Chief Executive Officer
Preparing for The (Economic) Fall
Gary Burnison is the CEO of Korn Ferry and author of "The Leadership Journey: How to Master the Four Critical Areas of Being a Great Leader."
The leaves are starting to turn, and not just the ones on the trees.
The current economic recovery is nearly double the statistical average of about 5 years. Over this long expansion, closing in on 10 years in duration, U.S. GDP has grown by about 40%. But federal government indebtedness has more than doubled to $20 trillion, and state and local indebtedness could push that number to as much as $30 trillion. Add in unfunded pensions and healthcare costs, and who knows how high the number could go.
Meanwhile, consumer debt is at an all-time high—nearly $13 trillion. All this indebtedness is in a low interest rate environment. Imagine if rates were double or triple current levels—that simply would not be sustainable!
Corporate growth is anemic. Spinoffs are increasing (which is sometimes seen as a sign of market tops), and the stock market is at all-time highs. The S&P 500 has been trading around 18 times earnings estimates, well above the long-term average of 15 times.

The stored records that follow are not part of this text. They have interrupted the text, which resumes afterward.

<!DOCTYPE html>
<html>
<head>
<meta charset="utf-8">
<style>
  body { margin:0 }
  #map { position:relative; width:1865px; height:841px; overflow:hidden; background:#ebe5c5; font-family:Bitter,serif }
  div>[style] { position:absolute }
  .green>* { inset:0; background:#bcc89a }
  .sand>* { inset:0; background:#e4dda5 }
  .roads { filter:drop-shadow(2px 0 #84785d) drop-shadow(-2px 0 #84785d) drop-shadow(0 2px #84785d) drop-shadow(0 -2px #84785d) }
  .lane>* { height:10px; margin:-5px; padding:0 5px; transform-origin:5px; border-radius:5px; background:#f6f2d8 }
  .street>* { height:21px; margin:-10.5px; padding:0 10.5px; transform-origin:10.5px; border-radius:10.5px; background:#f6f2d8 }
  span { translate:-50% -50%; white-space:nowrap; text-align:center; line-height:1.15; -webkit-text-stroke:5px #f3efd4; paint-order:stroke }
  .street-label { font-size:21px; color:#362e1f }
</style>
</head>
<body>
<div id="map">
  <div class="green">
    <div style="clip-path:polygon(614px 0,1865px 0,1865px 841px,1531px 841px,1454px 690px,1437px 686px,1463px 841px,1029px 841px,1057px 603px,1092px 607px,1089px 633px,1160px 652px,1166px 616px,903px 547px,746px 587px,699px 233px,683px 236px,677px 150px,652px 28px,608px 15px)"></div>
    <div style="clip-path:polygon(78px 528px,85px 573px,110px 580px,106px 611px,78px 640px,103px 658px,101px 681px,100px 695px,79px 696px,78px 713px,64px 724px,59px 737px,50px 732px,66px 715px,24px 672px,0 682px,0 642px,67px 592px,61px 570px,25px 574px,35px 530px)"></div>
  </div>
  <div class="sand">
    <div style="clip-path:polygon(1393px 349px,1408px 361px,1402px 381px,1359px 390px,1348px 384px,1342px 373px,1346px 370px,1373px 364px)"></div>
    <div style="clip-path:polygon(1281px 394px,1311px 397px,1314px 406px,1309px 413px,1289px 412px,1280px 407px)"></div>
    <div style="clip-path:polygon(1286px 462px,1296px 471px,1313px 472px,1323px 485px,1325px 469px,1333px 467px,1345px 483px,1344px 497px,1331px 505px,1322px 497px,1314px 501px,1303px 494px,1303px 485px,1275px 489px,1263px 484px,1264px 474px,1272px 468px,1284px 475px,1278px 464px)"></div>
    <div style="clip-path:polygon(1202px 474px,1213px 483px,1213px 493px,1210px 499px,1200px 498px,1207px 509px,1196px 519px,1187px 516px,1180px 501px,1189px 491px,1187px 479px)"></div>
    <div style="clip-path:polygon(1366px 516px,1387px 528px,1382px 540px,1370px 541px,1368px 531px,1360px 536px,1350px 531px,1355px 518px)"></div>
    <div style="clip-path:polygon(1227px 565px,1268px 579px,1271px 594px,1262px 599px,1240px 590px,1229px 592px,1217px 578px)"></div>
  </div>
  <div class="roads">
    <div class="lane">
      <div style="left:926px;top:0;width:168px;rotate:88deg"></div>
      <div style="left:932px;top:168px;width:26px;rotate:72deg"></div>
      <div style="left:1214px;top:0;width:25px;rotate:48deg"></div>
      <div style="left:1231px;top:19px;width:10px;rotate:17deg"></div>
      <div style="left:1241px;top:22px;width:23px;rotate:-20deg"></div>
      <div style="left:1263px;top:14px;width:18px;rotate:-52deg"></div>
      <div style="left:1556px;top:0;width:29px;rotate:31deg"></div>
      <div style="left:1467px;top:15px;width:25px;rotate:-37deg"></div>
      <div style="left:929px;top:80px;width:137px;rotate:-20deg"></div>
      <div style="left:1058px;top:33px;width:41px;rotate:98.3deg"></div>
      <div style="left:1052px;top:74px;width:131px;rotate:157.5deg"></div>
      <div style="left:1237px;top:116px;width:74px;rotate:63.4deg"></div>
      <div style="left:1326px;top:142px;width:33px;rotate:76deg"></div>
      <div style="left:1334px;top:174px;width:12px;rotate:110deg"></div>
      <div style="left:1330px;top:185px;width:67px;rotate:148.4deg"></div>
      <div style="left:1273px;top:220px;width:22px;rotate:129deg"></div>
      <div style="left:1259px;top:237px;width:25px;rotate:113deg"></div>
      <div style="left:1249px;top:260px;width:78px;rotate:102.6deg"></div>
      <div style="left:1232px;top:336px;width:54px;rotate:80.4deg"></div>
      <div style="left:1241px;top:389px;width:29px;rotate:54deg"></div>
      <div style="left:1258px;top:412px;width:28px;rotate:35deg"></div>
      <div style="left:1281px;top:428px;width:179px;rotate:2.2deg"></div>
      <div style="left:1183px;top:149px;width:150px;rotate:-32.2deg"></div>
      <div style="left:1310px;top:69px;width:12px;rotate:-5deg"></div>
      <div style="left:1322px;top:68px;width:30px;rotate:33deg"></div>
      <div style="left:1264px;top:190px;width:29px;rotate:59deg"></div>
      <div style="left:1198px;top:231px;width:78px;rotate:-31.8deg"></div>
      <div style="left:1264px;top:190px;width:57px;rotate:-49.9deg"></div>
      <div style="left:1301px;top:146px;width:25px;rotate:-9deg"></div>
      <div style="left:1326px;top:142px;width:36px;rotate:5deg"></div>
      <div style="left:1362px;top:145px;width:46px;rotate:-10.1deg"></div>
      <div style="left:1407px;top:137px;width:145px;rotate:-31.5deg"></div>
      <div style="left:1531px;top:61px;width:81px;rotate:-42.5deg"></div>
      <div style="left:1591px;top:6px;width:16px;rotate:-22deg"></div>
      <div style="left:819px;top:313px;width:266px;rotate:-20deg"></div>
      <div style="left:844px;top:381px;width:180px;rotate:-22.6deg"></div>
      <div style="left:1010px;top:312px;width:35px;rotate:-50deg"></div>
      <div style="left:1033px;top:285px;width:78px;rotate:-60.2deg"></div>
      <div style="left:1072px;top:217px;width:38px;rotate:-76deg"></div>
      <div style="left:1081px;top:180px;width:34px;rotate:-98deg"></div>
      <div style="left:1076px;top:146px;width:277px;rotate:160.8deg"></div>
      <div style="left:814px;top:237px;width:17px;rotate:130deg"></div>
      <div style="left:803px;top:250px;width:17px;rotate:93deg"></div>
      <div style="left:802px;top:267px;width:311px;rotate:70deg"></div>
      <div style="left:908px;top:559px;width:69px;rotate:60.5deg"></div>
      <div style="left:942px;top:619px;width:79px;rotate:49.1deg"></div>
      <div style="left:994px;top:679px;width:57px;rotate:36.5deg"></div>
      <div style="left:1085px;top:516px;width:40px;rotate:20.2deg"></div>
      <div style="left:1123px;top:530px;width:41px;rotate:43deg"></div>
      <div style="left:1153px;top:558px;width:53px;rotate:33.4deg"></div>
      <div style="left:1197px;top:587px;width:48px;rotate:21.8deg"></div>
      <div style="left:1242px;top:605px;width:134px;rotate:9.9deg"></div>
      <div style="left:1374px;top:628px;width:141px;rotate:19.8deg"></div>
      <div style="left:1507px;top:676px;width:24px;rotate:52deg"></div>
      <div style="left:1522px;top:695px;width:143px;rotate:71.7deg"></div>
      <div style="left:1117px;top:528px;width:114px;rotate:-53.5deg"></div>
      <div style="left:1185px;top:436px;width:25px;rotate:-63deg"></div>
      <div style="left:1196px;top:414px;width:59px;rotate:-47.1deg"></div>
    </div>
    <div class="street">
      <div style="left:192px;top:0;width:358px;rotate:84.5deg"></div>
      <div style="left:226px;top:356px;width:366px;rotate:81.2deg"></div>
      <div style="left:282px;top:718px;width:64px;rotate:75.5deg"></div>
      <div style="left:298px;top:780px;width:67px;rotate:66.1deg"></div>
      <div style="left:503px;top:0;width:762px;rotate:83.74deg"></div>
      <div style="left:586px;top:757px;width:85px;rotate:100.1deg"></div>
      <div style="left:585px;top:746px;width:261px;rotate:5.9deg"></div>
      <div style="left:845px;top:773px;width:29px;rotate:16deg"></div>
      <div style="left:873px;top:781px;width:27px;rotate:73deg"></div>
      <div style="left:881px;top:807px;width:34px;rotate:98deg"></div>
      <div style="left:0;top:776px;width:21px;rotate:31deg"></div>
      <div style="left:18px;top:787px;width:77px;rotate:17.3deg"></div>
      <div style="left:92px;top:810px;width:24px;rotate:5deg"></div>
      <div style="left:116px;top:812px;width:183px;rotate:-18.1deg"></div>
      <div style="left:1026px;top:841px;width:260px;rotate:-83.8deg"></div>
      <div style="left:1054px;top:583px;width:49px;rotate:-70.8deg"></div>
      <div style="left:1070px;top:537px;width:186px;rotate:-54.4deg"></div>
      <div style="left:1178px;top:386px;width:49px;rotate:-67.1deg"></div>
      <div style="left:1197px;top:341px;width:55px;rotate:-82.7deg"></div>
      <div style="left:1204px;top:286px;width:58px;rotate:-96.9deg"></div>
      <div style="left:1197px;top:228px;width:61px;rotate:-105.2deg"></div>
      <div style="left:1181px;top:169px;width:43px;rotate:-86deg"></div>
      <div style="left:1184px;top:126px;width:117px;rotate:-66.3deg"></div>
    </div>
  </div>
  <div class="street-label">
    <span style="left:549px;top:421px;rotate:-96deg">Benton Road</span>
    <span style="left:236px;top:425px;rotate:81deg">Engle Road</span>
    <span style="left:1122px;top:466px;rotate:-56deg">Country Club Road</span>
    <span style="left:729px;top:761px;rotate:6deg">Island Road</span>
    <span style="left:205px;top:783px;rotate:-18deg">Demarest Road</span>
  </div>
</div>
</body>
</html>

This is not to predict imminent doom-and-gloom. But at some point, people and markets hit the mortality table.
While senior leaders obviously can’t control the “seasons,” they better prepare when they notice the “leaves” starting to turn and fall. Just as individuals must face the reality of needing to engage in estate planning and update their wills, so companies must prepare for cycles coming to an end.
The problem with a long expansion cycle, though, is people become complacent. They act as if summer will last forever.
I’m having the same feeling I had as a CEO in 2006. I see people are spending more and more—consumer confidence is soaring. They are oblivious to the signs of “fall.”
As Carlos Slim—entrepreneur, investor, and one of the richest people in the world—once told me, “Maintain austerity in good times…and thus avoid bitterly drastic adjustments in times of crisis.” In other words, save during “summer” so you can invest in “winter.”
Nobody can predict winter, but you certainly must prepare for it, which for organizations means making sure contingency plans are in place. For example, reviewing the revenue and cost levers to pull; setting up acquisition targets; raising money when you don’t need it, and so forth.
For many companies, “summer” and “winter” also reflect internal attitudes. During expansion and continual growth, everyone’s focus is naturally drawn outward: Where will the next opportunity appear? Invest more, spend more, hire more. During contraction and slow or absent growth, everyone’s focus is inward: How do we pull ourselves out of this and find our way forward? What went wrong; what should we do differently?
Actually, the seasonal attitudes should be reversed. It’s the leader’s job to challenge convention and fight complacency, to get people looking inward during the good times and outward during the challenging ones.
As leadership guru Warren Bennis once told me, “You can’t predict tomorrow if you don’t accurately perceive today’s reality.” Sage advice for any leader, regardless of the season.